Problem Statement

Let's learn how a self-driving car can "see" its surroundings using semantic image segmentation.

Introduction #

The definition of a self-driving car is a vehicle that drives itself, with little or no human intervention. Its system uses several sensory receptors to perceive the environment. For instance, it identifies the drivable area, weather conditions, obstacles ahead and plans the next move for the vehicle accordingly.

There are different levels of autonomy in such vehicles. Tesla currently implements assisted driving, where the driving is autonomous, but someone is behind the wheel. Waymo (Google’s self-driving car), in contrast, is aiming for complete autonomy under all driving conditions (no driver required). Beyond human transportation, self-driving vehicles can also be utilized as a service for various purposes, e.g., Nuro is building self-driving vehicles for local goods transportation.

📝 Self-driving vehicles are perfect real-world systems for handling multi-sensory inputs that focus primarily on computer vision-based problems (e.g., object classification/ detection/ segmentation), using machine learning.

Now that you have some context, let’s look at the problem statement.

Problem statement #

The interviewer has asked you to design a self-driving car system focusing on its perception component (semantic image segmentation in particular). This component will allow the vehicle to perceive its environment and make informed driving decisions. Don’t worry we will describe semantic image segmentation shortly.

svg viewer
Perform semantic image segmentation on the driving scene

Interviewer’s questions #

The interviewer might ask the following questions about this problem, narrowing the scope of the question each time.

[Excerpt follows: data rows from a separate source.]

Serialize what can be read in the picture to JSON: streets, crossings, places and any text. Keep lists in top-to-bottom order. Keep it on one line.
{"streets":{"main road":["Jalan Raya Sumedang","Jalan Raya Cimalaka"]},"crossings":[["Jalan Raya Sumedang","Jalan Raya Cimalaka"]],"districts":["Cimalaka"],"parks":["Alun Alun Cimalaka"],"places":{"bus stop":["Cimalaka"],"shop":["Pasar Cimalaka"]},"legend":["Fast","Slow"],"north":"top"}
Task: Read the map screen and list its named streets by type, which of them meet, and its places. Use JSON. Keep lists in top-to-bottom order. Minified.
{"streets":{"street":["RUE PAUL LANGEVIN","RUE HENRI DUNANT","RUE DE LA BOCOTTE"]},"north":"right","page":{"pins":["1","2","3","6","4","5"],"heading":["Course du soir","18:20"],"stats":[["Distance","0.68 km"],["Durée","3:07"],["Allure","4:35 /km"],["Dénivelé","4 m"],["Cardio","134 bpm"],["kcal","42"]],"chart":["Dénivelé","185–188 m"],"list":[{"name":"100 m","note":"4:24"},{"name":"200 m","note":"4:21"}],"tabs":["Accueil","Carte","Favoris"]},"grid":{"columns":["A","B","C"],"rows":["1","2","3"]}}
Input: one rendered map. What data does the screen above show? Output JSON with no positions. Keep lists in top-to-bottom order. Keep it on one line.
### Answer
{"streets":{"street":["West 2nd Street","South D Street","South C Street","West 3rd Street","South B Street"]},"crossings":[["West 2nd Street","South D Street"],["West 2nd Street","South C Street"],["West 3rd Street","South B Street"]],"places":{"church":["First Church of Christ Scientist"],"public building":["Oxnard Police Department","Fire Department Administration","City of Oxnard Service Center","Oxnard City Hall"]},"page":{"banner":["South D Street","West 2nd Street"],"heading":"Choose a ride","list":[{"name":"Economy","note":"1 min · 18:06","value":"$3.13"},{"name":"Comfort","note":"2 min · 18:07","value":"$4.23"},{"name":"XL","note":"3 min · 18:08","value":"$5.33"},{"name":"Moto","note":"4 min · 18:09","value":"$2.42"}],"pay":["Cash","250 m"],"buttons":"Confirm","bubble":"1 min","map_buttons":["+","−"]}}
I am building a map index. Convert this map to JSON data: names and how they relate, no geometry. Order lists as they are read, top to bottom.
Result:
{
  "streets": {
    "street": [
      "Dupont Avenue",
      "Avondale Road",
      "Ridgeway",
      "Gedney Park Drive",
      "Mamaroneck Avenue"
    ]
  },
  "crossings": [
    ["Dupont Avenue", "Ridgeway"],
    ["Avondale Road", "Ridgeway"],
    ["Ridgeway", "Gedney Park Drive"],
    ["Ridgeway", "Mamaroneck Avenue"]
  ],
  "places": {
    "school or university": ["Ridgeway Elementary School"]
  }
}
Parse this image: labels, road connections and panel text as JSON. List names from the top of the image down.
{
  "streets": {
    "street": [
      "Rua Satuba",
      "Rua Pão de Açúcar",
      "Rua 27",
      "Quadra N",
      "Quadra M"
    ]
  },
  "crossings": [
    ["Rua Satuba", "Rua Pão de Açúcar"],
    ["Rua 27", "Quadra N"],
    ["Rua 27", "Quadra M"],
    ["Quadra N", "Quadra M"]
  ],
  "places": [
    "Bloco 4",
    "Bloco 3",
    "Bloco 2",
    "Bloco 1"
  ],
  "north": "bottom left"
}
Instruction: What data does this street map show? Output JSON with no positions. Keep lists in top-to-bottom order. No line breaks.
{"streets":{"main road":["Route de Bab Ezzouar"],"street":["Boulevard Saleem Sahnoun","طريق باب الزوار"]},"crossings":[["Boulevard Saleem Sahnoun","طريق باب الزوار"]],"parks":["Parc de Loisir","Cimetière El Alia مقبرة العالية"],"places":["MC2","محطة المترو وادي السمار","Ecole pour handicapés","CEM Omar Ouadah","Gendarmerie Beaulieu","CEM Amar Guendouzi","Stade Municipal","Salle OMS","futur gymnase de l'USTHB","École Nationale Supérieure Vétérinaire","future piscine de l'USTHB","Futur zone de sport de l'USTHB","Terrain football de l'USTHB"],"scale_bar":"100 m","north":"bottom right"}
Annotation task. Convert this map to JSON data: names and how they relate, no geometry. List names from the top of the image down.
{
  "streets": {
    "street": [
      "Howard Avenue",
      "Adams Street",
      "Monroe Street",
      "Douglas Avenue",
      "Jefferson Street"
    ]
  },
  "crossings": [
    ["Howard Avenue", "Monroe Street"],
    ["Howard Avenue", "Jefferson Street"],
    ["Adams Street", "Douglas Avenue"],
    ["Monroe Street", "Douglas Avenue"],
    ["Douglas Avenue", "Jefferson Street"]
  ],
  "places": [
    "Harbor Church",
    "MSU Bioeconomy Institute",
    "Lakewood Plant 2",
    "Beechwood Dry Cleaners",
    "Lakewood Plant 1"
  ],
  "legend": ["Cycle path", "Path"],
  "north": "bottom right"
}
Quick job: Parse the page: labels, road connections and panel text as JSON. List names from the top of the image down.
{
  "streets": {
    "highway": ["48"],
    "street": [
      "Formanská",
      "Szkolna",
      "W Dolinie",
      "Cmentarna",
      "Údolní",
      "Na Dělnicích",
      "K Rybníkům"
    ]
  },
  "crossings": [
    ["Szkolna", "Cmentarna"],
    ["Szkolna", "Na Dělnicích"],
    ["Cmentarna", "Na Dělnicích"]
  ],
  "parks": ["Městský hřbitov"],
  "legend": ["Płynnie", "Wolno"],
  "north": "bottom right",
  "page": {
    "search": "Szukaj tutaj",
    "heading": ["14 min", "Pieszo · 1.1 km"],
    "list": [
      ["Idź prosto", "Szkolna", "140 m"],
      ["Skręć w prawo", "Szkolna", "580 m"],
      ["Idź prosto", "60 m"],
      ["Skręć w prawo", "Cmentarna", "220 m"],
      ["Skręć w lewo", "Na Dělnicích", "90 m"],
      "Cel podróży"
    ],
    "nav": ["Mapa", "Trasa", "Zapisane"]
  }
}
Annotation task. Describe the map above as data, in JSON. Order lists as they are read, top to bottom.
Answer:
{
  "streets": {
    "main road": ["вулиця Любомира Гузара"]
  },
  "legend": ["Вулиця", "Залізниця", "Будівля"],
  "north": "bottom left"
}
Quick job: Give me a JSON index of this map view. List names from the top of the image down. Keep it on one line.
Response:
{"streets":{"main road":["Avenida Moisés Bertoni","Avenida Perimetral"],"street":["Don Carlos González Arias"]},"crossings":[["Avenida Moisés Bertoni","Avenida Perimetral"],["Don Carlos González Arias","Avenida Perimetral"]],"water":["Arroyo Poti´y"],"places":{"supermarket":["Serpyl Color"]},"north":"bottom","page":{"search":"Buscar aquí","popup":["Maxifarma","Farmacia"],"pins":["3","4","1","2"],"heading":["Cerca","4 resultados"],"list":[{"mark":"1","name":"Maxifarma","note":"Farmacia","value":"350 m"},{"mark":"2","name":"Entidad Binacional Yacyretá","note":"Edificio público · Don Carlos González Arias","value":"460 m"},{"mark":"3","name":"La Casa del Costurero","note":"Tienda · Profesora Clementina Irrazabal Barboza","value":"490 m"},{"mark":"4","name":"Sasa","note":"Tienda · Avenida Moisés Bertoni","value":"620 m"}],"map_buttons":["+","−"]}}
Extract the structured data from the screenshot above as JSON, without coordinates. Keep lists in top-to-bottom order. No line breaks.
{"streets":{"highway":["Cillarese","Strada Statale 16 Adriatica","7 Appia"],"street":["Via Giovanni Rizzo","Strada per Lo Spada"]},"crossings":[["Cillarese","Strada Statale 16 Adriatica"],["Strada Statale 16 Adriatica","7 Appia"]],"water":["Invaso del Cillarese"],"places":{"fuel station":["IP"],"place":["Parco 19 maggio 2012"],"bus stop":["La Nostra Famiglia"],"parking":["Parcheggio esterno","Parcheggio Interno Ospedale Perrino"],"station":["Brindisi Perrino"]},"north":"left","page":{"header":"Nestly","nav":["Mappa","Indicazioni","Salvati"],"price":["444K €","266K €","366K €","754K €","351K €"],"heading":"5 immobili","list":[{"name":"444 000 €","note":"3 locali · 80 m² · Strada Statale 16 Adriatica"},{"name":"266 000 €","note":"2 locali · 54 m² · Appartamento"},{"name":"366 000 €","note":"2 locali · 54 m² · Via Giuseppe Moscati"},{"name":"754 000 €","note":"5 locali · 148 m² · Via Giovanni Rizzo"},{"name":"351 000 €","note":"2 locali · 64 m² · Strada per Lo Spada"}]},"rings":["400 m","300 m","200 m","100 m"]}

  1. How would you approach a computer vision-based problem in terms of the self-driving car?

  2. How would you train a semantic image segmentation model for autonomous driving?

  3. How will the segmentation model fit in the overall autonomous driving system architecture?

  4. How would you deal with data scarcity in imaging dataset?

  5. How would you best apply data augmentation on images?

  6. What are the best model architectures for image segmentation tasks?

  7. Your optimized deep learning model gives a high performance on the validation set, but it fails when you take the self-driving car on the road. Why? How would you solve this issue?

📝 Answers
Q1 will be answered shortly when we talk about subtasks. Q2 and Q3 will be answered in the architectural components lesson. Q4, Q5 and Q7 will be answered in the training data generation lesson. Q6 will be answered in the modelling lesson.

📝 Any other similar (multi-sensory) computer vision problem asked during the interview can be solved in a similar manner to the self-driving car problem.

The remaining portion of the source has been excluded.